The idea of public service broadcasting has however been much stretched. Aware of the need to keep popular consent for its poll tax to pay for it, the BBC has long decided to undertake a lot of popular programming which competes directly with free to air commercial tv. Can we really call soaps, old films, light entertainments, pop music, quiz shows and home improvement advertorials public service broadcasting, distinct from other broadcasting?How do they differ from what free to air commercial tv serves up? If the programme is very popular, then financing it will be easy without a poll tax. Of course people want popular programmes, but they get them paid for by ads on commercial tv, and paid for by subscription on other channels.

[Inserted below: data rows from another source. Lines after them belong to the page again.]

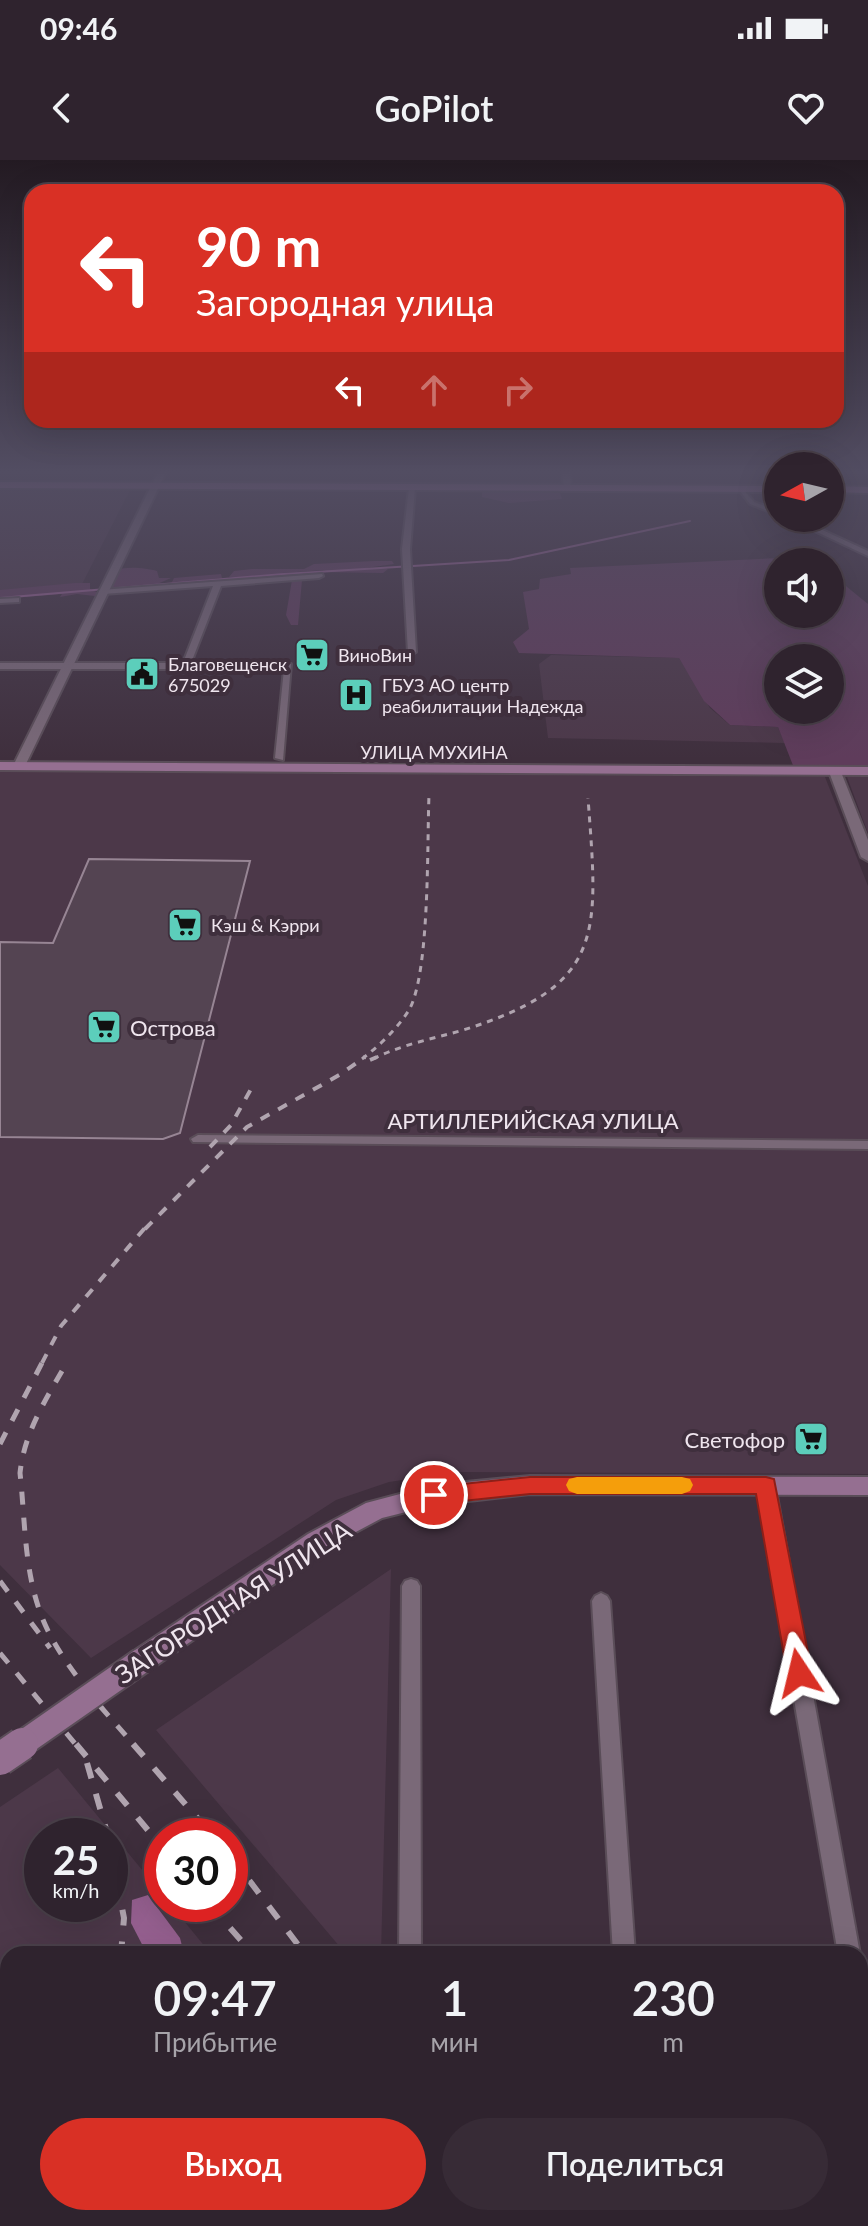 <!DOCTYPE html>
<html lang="ru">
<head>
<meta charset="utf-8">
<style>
	:root { --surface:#2f232e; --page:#372b36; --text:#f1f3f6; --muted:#a7a4aa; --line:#4a404a; --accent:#d93025 }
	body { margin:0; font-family:Lato,sans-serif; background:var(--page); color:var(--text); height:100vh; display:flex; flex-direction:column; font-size:30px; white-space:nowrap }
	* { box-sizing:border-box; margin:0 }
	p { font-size:26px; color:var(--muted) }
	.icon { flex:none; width:44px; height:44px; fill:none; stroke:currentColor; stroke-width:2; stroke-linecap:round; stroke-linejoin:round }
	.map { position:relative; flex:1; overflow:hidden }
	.side { position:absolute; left:0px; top:1786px; width:868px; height:280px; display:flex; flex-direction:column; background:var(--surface); border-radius:24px 24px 0 0; box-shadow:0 8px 32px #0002,0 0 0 2px var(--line) }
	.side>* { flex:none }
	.top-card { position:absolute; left:24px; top:24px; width:820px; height:244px; border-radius:24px; box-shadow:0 8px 32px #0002,0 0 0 2px var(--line); background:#d93025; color:#fff; overflow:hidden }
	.needle { width:52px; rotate:262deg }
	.fabs { position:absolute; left:764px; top:292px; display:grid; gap:16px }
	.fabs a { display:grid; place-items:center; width:80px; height:80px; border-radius:50%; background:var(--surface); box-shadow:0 8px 32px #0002,0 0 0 2px var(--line); font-size:40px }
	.speed { position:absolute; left:24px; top:1658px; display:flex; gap:16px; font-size:40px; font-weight:700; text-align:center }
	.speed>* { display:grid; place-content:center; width:104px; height:104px; border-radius:50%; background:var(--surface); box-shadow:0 8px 32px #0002,0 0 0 2px var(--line); line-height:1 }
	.speed small { font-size:20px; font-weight:400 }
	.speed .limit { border:12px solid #d22; background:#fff; color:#111 }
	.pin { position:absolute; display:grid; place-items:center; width:68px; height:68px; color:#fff; margin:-34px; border:4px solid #fff; border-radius:50%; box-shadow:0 2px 8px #0007 }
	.me { position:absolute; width:88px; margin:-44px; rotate:350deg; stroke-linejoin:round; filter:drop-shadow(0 0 6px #0008) }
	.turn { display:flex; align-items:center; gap:28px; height:168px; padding:0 40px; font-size:36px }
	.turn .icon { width:104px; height:104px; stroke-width:2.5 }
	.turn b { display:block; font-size:56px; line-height:68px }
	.lanes { display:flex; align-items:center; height:76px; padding:0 40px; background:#0003; justify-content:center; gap:40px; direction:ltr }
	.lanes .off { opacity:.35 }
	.eta { display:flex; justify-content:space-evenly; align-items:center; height:136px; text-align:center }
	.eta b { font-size:48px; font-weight:600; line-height:56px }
	.cta { display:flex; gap:16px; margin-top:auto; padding:16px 40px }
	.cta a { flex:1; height:92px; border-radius:48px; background:var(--accent); color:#fff; font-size:32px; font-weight:600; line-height:92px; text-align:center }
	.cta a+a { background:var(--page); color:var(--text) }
	.status { display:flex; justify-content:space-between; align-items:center; height:56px; padding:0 40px; background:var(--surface); direction:ltr }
	.status svg { height:22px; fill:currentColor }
	header { display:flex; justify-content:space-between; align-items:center; height:104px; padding:0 40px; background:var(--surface); font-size:36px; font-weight:600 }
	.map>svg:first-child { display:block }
	.built { fill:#4c3849; fill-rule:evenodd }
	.green { fill:#5f3c5b; fill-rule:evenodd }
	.water { fill:#966090 }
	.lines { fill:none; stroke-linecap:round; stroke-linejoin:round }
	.stream { stroke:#966090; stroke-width:2 }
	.building { fill:#544452; stroke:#978594; stroke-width:2 }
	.minor-casing { stroke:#5a4d58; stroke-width:4 }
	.tertiary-casing { stroke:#5a4d58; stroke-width:4 }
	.secondary-casing { stroke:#5a4d58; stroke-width:4 }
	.primary-casing { stroke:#5a4d58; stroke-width:4 }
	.minor { fill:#7a6978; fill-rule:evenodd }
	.tertiary { fill:#7a6978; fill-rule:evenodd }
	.secondary { fill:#956f91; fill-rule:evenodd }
	.primary { fill:#b175aa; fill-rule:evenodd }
	.rail-far3 { stroke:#b0a4af; stroke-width:3; stroke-dasharray:6 6; stroke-linecap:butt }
	.rail-far2 { stroke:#b0a4af; stroke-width:4; stroke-dasharray:10 10; stroke-linecap:butt }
	.rail-far1 { stroke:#b0a4af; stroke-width:5; stroke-dasharray:13 13; stroke-linecap:butt }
	.rail { stroke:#b0a4af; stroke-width:6; stroke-dasharray:16 16; stroke-linecap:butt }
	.secondary-bridge-far1-casing { stroke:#5a4d58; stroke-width:29; stroke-linecap:butt }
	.secondary-bridge-casing { stroke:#5a4d58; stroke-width:36; stroke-linecap:butt }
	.secondary-bridge-far1 { stroke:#956f91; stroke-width:25 }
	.secondary-bridge { stroke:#956f91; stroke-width:32 }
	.route { fill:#d93025; stroke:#8d1f18; stroke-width:2 }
	.slow { fill:#f59e0b }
	.labels { text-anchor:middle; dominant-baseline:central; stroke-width:8; stroke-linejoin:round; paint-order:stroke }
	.far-poi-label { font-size:18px; fill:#efe5ee; stroke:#3f2f3d; text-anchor:start }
	.far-street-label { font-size:18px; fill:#efe5ee; stroke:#3f2f3d }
	.poi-label { font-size:22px; fill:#efe5ee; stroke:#3f2f3d; text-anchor:start }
	.street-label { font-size:22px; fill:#efe5ee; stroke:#3f2f3d }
	.near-street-label { font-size:26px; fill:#efe5ee; stroke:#3f2f3d }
</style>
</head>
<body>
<div class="status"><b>09:46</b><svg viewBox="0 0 49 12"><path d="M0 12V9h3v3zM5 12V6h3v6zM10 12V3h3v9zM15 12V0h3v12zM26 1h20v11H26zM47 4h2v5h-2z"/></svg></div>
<header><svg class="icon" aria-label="back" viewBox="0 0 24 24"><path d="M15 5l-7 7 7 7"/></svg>GoPilot<svg class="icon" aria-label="heart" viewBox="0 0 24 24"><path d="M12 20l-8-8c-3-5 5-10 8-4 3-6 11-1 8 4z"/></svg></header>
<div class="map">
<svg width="868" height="2066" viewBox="0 0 868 2066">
	<rect width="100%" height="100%" fill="#3f2f3d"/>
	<path class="built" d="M0,329L130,330L81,426L0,434Z
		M551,495L679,498L710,548L730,565L778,567L785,583L548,578L539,504Z
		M0,611L825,617L868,726V1314L457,1312L389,1322L336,1340L91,1498L0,1405Z
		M847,617H868V673Z
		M391,1409L381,1794H346L156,1570Z
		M58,1608L162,1734V1744H170L211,1794H8V2058H428L435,2066H0V1647ZM42,1676H110V1744H42Z"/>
	<path class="green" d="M488,330L560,333L562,339L509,343L482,337V332Z
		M778,398L783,402H778V454H830V424L841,422L868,444V607L794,608L778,567L730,565L704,541L679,498L519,493L513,482L529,469L523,432L539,429L540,419L571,414L570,408ZM778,498H830V550H778Z
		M374,401H392L394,404L366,408L388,409L383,413L319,412L326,410L282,413L308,414L295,419L302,420L298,465H291L286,455L292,420L114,431L107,429L124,427H110L117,410C127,406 146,408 157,411L159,418H171L155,425L171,424L174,418L221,414L222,418L173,423L219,420L222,422L238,418L229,417L234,411L252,409H304L314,404Z
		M75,423H90V429L99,433L95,436L77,434L60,437L62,434L0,439V430Z"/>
	<path class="water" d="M148,1735L180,1778L184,1794H147L131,1763L132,1740Z"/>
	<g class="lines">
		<path class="stream" d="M0,438L284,414L509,400L690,361"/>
	</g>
	<path class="building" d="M89,699L250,701L180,973L163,979L0,977V782L53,783Z"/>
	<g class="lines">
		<g class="minor-casing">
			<path id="minor" d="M412,326L415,328L410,389L416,492L412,494L408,492L402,389L409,328Z
				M737,327H741L754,342L778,351V355L750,344Z
				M787,358H796L868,391V396Z
				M322,414L323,416L319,418L221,426L191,503L291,504L283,600L275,598L284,509H0V503H183L213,426L103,434L99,432L100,430Z
				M19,438V442L0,443V439Z
				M198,975L868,981V989L193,982L191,979Z
				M766,1318L772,1320L775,1325L860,1794H838L757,1325L760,1320Z
				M411,1419L417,1421L420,1426L421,1794H399L402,1426L405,1421Z
				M601,1433L607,1436L610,1441L635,1794H613L592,1441L595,1436Z
				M860,1842L868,1845V1910L860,1906Z
				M580,2058H654V2066H583Z"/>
		</g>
		<g class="tertiary-casing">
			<path id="tertiary" d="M159,310H167L25,606L15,609L13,606Z
				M562,310H570L571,330L564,328Z
				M831,609L841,612L868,680V701L861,697L829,612Z"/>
		</g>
		<g class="secondary-casing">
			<path id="secondary" d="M0,602L868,607V615L0,610Z
				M530,1316L868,1317V1335L530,1334L434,1345L382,1358L326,1388L151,1509L141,1513L131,1509L127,1501L131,1493L308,1374L366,1343L434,1325Z"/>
		</g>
		<g class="primary-casing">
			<path id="primary" d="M0,322L778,326V332L0,328Z
				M830,326L868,327V333L830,332Z"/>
		</g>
		<use href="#minor" class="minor"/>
		<use href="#tertiary" class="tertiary"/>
		<use href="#secondary" class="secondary"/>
		<use href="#primary" class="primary"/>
		<path class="rail-far3" d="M362,899C380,885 397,869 409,850C430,813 427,683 429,635
			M373,899C401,885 431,879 460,871C607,826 598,774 588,638"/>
		<path class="rail-far2" d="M370,900L377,897
			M210,987L231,965L251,929
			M145,1069L247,967L341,914L365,897
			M42,1203L61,1166L150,1062"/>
		<path class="rail-far1" d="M62,1211C43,1244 24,1275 20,1313C25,1358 24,1405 39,1449C52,1488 80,1521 106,1553
			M0,1284L43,1201
			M0,1421L50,1488
			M0,1493L77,1586
			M100,1546L135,1586"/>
		<path class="rail" d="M76,1584L162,1687
			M133,1584L213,1676
			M87,1603L108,1676
			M110,1687L124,1758L121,1794
			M230,1695L305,1794
			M209,1744L253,1794
			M399,2058L403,2066
			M482,2058L489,2066
			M70,2066L72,2058"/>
		<g class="secondary-bridge-far1-casing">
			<path id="secondary-bridge-far1" d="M19,1586L141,1501"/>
		</g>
		<g class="secondary-bridge-casing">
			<path id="secondary-bridge" d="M0,1599L22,1584"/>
		</g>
		<use href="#secondary-bridge-far1" class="secondary-bridge-far1"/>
		<use href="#secondary-bridge" class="secondary-bridge"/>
	</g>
	<linearGradient id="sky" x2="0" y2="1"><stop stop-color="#231a22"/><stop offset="0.52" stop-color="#524d62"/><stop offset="1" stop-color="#524d62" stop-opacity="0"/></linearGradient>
	<rect width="868" height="599" fill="url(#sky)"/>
	<path class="route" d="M530,1317H766L774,1319L812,1513L808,1520L799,1523L791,1520L787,1513L756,1334H530L434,1344L426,1341L423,1335L426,1329L434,1327Z"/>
	<path class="slow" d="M577,1317H682L690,1319L693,1325L690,1331L682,1334H577L569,1331L566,1325L569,1319Z"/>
	<defs>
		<g id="supermarket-square" transform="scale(1.8)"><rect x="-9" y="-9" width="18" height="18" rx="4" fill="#5ccebb" stroke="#3f2f3d"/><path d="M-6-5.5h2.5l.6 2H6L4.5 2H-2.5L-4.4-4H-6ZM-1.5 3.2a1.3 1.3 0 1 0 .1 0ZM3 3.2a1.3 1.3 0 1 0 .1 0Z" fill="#111"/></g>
		<g id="civic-square" transform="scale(1.8)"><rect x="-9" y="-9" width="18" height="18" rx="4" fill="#5ccebb" stroke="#3f2f3d"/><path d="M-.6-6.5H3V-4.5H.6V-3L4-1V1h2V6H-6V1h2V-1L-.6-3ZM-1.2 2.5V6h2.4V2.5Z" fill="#111"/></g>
		<g id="hospital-square" transform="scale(1.8)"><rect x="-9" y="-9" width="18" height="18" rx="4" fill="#5ccebb" stroke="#3f2f3d"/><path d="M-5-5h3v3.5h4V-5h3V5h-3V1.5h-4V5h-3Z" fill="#111"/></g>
	</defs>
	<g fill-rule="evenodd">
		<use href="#supermarket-square" x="312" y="495"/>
		<use href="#civic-square" x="142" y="514"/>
		<use href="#hospital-square" x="356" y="535"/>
		<use href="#supermarket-square" x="185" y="765"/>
		<use href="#supermarket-square" x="104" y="867"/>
		<use href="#supermarket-square" x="811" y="1279"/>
	</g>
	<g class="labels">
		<g class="far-poi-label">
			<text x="338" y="495">ВиноВин</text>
			<text x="168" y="504">Благовещенск<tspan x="168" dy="21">675029</tspan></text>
			<text x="382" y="525">ГБУЗ АО центр<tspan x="382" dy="21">реабилитации Надежда</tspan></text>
			<text x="211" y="765">Кэш &amp; Кэрри</text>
		</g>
		<g class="far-street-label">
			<text x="434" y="592">УЛИЦА МУХИНА</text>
		</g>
		<g class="poi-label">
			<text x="130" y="867">Острова</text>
			<text x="785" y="1279" text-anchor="end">Светофор</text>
		</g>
		<g class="street-label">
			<text x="533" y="960">АРТИЛЛЕРИЙСКАЯ УЛИЦА</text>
		</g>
		<g class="near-street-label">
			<text transform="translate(233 1442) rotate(-33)">ЗАГОРОДНАЯ УЛИЦА</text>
		</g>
	</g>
</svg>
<div class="fabs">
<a><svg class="needle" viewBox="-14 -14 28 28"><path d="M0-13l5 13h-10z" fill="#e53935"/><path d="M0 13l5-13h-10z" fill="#a7a4aa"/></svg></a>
<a><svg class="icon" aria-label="sound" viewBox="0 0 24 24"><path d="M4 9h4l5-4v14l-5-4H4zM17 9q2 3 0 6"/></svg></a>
<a><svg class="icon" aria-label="layers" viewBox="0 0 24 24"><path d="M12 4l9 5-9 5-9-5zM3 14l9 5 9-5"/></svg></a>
</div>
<div class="speed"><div>25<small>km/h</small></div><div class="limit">30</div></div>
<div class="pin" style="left:434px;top:1335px;background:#d93025"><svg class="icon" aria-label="arrive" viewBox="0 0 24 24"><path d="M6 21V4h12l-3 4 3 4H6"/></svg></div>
<svg class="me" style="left:799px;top:1513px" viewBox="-20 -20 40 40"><path d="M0-17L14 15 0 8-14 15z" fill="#d93025" stroke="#fff" stroke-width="4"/></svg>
<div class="top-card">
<div class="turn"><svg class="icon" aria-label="left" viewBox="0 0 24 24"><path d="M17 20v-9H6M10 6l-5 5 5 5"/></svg><div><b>90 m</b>Загородная улица</div></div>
<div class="lanes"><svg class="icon" aria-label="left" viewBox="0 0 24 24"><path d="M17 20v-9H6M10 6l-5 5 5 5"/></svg><svg class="icon off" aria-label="ahead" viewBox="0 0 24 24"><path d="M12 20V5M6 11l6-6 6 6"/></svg><svg class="icon off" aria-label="right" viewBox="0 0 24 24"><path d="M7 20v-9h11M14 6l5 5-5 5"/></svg></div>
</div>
<section class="side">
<div class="eta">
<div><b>09:47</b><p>Прибытие</p></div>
<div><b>1</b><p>мин</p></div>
<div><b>230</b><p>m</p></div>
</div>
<div class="cta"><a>Выход</a><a>Поделиться</a></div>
</section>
</div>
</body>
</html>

The case for tax based subsidy is clearest for the World Service. Part of the UK’s presence in the world is to provide news, documentaries and educational programmes for world audience. I have no objection to this being part of the government’s budget – maybe part of Overseas Aid or the Foreign Office costs. The World Service can be an important ally and source of information for people in oppressive regimes, and for all those worldwide wanting a good English language source.
The first task of the review should be to establish a modern definition of public service broadcasting. Then they need to decide how much of it we want.
The review also needs to look at the differing ways people can now gain access to BBC content. All the time BBC material is free to air there remains an issue on how to collect the revenue owing from those who manage to watch or listen to it. They may conclude that it will become too difficult to make people pay a licence fee, when there is plenty of non BBC content around, and when delayed BBC content may be available free anyway.
Perhaps the most important issue is competition. The large and subsidised website service offered by the BBC may be making it difficult for other providers to develop their offer. BBC publications has an impact on other publishers of material. The Review may like to ring fence the subsidised areas more, and make sure that the commercial parts of the BBC are free standing and have to compete on level terms.